Having everything in place, we can now use the RESTful API to save new grocery items to our list, get the whole list, and delete existing items through their ids. The following commands show how to interact with the API by using curl.

# get all items from the grocery list
curl http://localhost:5000/api/grocerylist

# add `buy some milk` to the list
curl -H "Content-Type: application/json" -X POST -d '{
    "description": "buy some milk"
}'  http://localhost:5000/api/grocerylist

# delete item with id 1
curl -X DELETE http://localhost:5000/api/grocerylist/1

The full source code of this application can be found in the master branch of this GitHub repository.

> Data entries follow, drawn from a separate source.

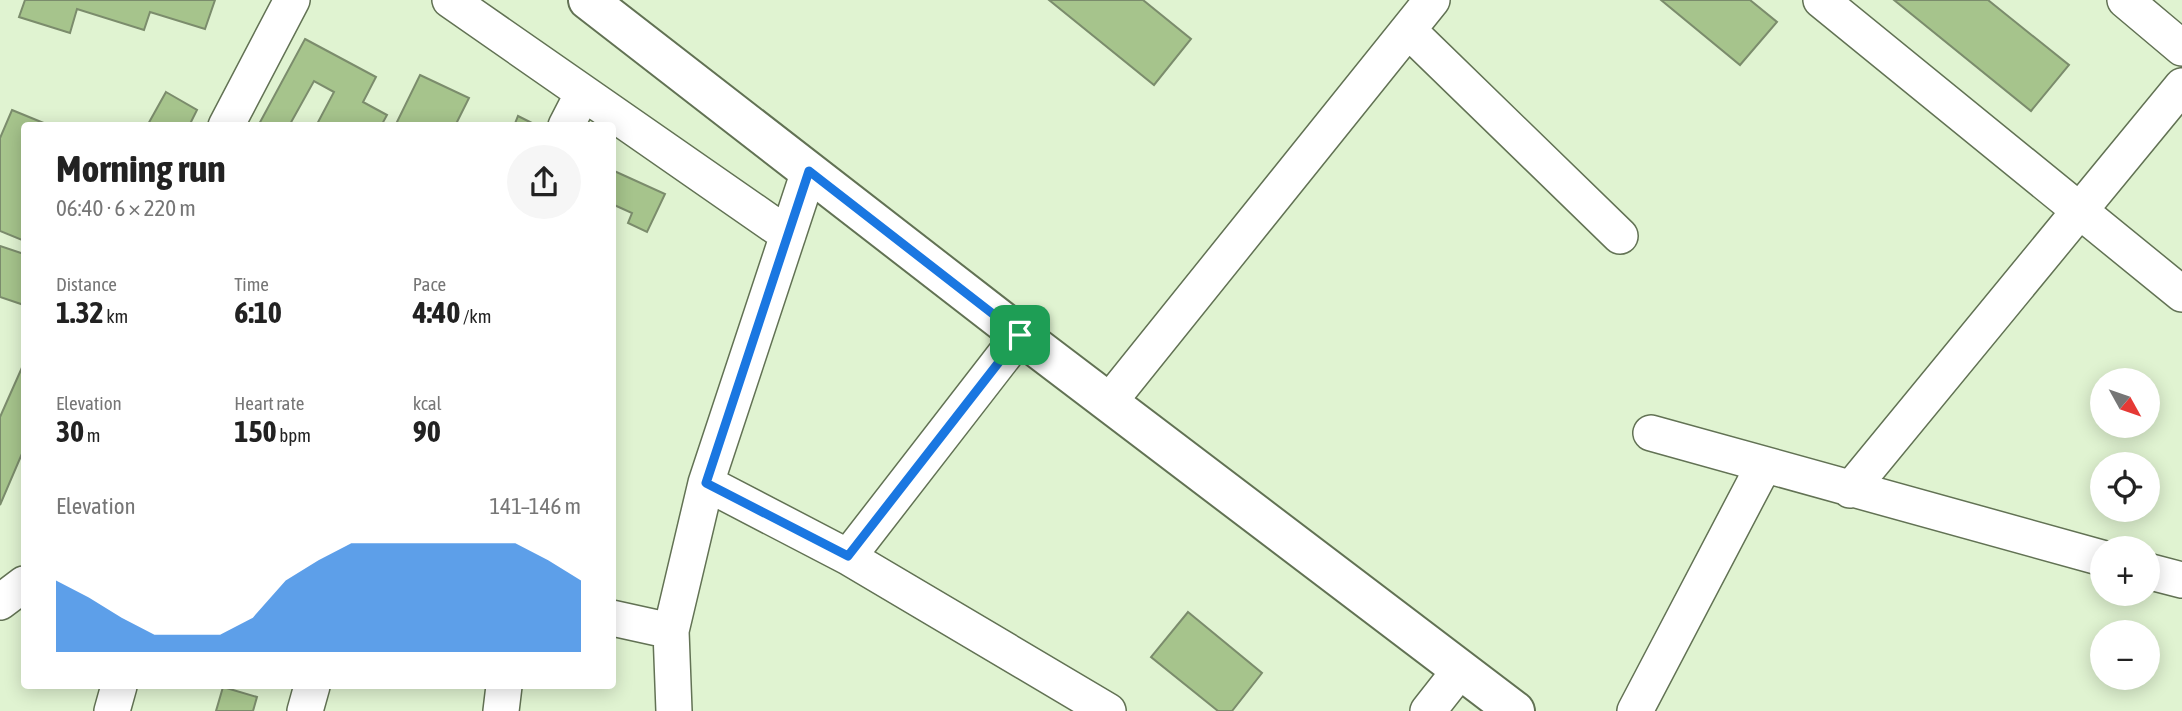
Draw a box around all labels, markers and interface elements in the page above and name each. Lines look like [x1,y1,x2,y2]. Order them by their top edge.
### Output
button: share [507,145,581,219]
text: Morning run [56,147,226,190]
text: 06:40 · 6 × 220 m [56,195,196,221]
text: Distance [56,273,117,295]
text: Time [234,273,269,295]
text: Pace [413,273,446,295]
text: 1.32 [56,295,104,329]
text: 6:10 [234,295,282,329]
text: 4:40 [413,295,460,329]
text: km [104,305,128,327]
text: /km [460,305,491,327]
pin [990,305,1050,365]
icon: arrive [1001,316,1039,354]
north arrow [2090,368,2160,438]
map controls [2090,368,2160,690]
text: Elevation [56,392,122,414]
text: Heart rate [234,392,304,414]
text: kcal [413,392,442,414]
text: 30 [56,414,84,448]
text: 150 [234,414,277,448]
text: 90 [413,414,441,448]
text: m [84,424,101,446]
text: bpm [277,424,311,446]
button: locate [2090,452,2160,522]
text: Elevation [56,493,136,519]
text: 141–146 m [490,493,581,519]
button: + [2090,536,2160,606]
button: − [2090,620,2160,690]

Adding Authentication to ASP.NET Core

To secure our ASP.NET Core application, we are going to rely on JWTs (JSON Web Tokens). JSON Web Token (JWT) is an open standard that defines a compact and self-contained way for securely transmitting information between parties as a JSON object. The technology is becoming a de facto standard for securing microservices and backends for mobile applications and for SPA (Single Page Applications). Using JWTs to authenticate requests makes easier to create stateless applications and therefore to scale this applications horizontally. If you want to learn more about JWTs, take a look at this resource.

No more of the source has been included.